The Business Desk tracks economic trends, market movements, and business developments, offering analysis of both local and global financial news.

Pakistan equities likely to close year on high over improved economic indicators

The benchmark KSE-100 index achieved its highest-ever closing this week at 171,960 points

Reuters

Pakistan equities are expected to remain bullish in the last 10 days of the year due to the disbursement of a loan tranche by the International Monetary Fund (IMF), monetary easing, minimal flood impact, improved credit ratings by global agencies, and falling fixed-income yields, according to analysts.

The market continued its bullish momentum during last week, driven by investor optimism following the surprise 50bps rate cut by the State Bank of Pakistan on Monday, against market expectations of a status quo.

The sentiment was further boosted after the current account posted a $100 million surplus in November.

The benchmark KSE-100 index inclined to achieve its highest-ever closing on Thursday at 171,960 points. However, following some profit-taking on the last trading day, it closed the week at 171,404 points, up 1,539 points or 0.91% during the outgoing week.

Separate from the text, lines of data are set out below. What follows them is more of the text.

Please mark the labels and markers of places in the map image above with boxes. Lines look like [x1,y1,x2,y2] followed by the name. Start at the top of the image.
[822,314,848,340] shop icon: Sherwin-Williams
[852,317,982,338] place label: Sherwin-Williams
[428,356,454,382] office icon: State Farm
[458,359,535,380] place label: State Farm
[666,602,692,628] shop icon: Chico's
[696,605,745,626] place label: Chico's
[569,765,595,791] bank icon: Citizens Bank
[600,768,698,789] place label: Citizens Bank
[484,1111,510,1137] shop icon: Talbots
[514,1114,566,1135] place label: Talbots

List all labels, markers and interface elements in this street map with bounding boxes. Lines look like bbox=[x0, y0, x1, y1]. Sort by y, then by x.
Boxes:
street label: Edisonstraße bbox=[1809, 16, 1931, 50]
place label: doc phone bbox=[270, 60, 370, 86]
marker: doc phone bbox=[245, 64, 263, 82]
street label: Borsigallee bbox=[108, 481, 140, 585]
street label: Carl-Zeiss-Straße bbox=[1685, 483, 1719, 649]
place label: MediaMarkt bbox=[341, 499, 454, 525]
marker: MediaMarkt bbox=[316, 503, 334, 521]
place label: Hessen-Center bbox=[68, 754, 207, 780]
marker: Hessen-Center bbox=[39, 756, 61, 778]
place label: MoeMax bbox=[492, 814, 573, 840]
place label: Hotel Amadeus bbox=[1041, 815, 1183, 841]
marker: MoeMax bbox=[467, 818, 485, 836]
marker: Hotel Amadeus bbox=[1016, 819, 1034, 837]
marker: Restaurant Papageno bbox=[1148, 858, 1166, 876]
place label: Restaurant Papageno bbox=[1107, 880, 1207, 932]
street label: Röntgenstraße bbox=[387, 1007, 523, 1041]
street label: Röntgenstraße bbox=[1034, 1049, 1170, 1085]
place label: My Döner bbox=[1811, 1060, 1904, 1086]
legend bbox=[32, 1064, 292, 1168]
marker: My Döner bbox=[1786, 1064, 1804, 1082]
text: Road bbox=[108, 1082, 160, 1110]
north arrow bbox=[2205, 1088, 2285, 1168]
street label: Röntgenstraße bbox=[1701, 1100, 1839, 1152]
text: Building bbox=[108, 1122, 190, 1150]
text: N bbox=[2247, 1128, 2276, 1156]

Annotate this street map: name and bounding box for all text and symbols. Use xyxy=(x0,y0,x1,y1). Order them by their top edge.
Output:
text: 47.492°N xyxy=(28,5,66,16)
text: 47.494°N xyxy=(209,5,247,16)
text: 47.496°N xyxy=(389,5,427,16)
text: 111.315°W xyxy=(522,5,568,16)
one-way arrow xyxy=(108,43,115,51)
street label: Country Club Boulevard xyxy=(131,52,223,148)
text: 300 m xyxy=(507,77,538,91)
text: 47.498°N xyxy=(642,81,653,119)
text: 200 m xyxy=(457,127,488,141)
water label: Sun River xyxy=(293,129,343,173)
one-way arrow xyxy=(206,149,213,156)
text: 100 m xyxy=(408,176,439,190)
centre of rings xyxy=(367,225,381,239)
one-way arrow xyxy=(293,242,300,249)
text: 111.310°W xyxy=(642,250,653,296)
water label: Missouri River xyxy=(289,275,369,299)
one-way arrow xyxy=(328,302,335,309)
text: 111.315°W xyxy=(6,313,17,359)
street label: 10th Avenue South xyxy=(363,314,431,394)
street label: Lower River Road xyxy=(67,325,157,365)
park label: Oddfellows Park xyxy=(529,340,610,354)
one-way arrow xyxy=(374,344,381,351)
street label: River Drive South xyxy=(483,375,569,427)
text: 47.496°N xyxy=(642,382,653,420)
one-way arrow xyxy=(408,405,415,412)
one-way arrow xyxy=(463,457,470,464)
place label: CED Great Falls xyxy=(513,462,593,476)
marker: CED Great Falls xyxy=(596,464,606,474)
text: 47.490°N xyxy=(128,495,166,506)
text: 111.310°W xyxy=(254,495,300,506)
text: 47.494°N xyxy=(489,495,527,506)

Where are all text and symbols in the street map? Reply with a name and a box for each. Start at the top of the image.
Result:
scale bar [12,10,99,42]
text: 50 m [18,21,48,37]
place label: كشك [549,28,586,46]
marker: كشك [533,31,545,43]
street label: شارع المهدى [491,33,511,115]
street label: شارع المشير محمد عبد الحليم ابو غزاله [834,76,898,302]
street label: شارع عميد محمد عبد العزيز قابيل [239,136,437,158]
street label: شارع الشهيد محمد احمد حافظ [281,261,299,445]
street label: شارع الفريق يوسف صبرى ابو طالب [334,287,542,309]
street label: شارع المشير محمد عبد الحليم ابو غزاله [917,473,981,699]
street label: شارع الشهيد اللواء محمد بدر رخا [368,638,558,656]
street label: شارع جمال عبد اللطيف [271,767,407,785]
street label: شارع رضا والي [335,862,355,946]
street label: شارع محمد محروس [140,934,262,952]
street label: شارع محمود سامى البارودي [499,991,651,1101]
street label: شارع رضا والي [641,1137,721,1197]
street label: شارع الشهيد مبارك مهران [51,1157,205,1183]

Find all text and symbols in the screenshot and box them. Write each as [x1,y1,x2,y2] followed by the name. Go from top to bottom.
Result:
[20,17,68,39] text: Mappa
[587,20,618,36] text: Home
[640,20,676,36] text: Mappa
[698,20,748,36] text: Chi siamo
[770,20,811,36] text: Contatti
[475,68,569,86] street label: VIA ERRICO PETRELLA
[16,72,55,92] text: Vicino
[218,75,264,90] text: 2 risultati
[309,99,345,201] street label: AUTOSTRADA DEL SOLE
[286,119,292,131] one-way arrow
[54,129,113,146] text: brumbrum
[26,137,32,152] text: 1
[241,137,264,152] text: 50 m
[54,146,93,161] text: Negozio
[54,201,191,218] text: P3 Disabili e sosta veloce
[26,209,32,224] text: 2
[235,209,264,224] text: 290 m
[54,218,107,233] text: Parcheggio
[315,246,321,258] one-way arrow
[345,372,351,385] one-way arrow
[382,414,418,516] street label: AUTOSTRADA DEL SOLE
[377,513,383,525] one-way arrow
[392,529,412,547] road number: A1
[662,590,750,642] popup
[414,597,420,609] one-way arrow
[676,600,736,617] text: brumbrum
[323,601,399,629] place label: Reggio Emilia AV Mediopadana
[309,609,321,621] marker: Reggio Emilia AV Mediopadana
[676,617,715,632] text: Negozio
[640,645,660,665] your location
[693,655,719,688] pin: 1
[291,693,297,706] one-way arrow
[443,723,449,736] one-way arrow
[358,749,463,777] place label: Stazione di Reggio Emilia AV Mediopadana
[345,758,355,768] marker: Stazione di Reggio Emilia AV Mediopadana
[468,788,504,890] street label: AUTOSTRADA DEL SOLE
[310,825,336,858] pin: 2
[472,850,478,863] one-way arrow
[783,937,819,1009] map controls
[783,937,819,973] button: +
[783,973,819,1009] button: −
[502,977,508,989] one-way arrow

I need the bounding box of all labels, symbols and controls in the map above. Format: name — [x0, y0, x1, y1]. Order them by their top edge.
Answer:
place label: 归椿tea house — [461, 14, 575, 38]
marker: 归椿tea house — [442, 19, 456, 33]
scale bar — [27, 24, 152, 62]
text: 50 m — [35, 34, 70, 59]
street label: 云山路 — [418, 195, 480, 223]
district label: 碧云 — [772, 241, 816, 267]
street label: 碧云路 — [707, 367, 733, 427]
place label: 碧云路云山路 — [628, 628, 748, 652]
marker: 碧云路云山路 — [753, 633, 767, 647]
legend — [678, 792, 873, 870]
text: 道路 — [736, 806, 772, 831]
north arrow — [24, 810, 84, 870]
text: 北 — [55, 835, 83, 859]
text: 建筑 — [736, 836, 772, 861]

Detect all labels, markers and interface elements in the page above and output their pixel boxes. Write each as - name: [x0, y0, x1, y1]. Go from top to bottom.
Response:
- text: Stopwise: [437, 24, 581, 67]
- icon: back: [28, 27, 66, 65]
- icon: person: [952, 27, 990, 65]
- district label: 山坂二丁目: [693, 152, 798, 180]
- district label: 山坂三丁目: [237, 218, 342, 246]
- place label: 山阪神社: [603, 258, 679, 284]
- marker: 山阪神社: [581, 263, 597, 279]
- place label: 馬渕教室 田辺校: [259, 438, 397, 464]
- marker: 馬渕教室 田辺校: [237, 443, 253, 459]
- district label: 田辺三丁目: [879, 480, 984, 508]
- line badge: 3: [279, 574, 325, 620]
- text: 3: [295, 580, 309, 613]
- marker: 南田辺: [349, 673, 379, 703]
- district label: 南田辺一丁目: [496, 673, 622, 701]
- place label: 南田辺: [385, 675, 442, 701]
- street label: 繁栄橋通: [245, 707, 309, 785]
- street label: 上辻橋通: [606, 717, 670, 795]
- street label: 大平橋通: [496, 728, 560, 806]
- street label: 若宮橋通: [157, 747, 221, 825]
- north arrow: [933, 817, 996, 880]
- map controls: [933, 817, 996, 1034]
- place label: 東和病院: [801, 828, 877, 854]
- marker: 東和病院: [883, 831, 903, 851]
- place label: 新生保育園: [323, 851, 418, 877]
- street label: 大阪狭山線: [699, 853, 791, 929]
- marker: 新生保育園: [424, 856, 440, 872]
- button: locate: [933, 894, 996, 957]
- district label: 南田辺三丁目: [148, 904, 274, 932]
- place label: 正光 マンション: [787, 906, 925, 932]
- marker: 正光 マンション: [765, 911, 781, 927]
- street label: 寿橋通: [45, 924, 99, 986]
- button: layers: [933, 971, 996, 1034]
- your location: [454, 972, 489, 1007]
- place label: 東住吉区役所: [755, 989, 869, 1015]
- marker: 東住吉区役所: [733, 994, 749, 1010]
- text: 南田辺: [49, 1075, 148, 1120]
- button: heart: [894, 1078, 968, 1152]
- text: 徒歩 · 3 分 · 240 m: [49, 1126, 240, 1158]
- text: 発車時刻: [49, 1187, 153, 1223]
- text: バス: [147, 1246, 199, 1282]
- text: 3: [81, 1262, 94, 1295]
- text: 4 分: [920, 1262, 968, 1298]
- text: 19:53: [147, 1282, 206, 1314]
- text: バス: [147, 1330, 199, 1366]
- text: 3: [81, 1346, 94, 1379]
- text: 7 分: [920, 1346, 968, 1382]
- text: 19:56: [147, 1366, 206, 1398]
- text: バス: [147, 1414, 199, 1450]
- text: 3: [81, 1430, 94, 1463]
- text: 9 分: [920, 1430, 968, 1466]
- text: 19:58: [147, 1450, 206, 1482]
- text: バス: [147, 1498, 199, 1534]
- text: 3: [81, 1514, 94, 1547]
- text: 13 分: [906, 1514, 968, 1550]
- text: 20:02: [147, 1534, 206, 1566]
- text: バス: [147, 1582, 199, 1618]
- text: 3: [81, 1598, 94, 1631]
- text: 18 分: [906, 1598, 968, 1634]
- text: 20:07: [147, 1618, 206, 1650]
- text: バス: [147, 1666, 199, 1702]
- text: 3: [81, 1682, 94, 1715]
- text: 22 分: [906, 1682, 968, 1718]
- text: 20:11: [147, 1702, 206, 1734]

The average volume of the KSE All-Share Index decreased by 5% to 977 million shares. Whereas KEL, HUMNL and DSL topped the volume charts with 63 million, 47 million, and 32 million shares, respectively.

The market capitalization of the KSE-ALL Index increased by 0.75% to USD 66,050 million. The sector-wise market capitalization increased week-on-week in the power (5.47%), banks (3.73%), and tobacco (2.90%) sectors.

During the week, foreigners were the net sellers of $12.66 million. The major selling was observed in banks ($10.12 million) and E&P ($1.06 million), while net buying was seen in power ($1.79 million).

On the local side, individuals ($16.68 million) and mutual funds ($2.38 million) were the major buyers, while insurance companies were the major sellers ($8.15 million).

According to an analyst at AKD Securities, investor sentiment is expected to further improve, driven by the likelihood of increased foreign portfolio and direct investment flows, amid improved relations with the United States and Saudi Arabia.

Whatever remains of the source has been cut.